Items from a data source
◇ ◇ ◇

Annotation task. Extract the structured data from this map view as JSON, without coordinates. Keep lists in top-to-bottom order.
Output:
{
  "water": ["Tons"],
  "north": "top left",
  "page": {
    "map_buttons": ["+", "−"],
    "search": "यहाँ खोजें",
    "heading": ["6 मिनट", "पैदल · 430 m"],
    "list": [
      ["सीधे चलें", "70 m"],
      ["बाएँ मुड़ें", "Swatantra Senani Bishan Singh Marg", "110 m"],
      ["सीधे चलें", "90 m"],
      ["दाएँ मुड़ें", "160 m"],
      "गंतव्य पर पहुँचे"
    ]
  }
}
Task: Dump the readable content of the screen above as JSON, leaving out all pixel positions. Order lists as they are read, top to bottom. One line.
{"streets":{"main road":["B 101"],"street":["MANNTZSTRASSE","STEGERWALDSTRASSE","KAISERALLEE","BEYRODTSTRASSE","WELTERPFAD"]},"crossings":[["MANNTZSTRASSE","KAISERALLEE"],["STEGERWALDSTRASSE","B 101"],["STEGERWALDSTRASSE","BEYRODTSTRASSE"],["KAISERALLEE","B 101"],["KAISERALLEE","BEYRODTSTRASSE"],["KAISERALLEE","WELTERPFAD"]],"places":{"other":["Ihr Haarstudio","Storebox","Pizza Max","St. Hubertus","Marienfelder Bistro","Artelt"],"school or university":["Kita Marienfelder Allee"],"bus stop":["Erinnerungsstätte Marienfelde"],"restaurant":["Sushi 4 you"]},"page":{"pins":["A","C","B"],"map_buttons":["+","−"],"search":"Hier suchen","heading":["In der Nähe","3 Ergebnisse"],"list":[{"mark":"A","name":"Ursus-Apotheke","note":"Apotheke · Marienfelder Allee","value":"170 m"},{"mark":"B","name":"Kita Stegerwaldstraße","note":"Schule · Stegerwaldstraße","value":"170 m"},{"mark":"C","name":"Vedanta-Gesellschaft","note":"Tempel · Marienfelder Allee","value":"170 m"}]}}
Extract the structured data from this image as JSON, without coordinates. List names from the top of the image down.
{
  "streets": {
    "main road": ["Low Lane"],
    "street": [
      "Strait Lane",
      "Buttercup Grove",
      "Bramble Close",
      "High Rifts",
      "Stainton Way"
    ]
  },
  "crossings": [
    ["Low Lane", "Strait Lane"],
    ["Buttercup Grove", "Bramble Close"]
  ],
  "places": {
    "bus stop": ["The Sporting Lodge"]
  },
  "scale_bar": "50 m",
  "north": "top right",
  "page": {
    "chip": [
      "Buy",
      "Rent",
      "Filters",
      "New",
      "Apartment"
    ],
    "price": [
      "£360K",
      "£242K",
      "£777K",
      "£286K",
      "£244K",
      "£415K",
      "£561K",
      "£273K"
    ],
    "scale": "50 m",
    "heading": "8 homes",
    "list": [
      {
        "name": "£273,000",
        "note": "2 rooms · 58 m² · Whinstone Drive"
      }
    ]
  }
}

◇ ◇ ◇

#### [Brief]
Read the data above. Pull out each line in which the string "this" appears.

#### [Answer box]
Annotation task. Extract the structured data from this map view as JSON, without coordinates. Keep lists in top-to-bottom order.
Extract the structured data from this image as JSON, without coordinates. List names from the top of the image down.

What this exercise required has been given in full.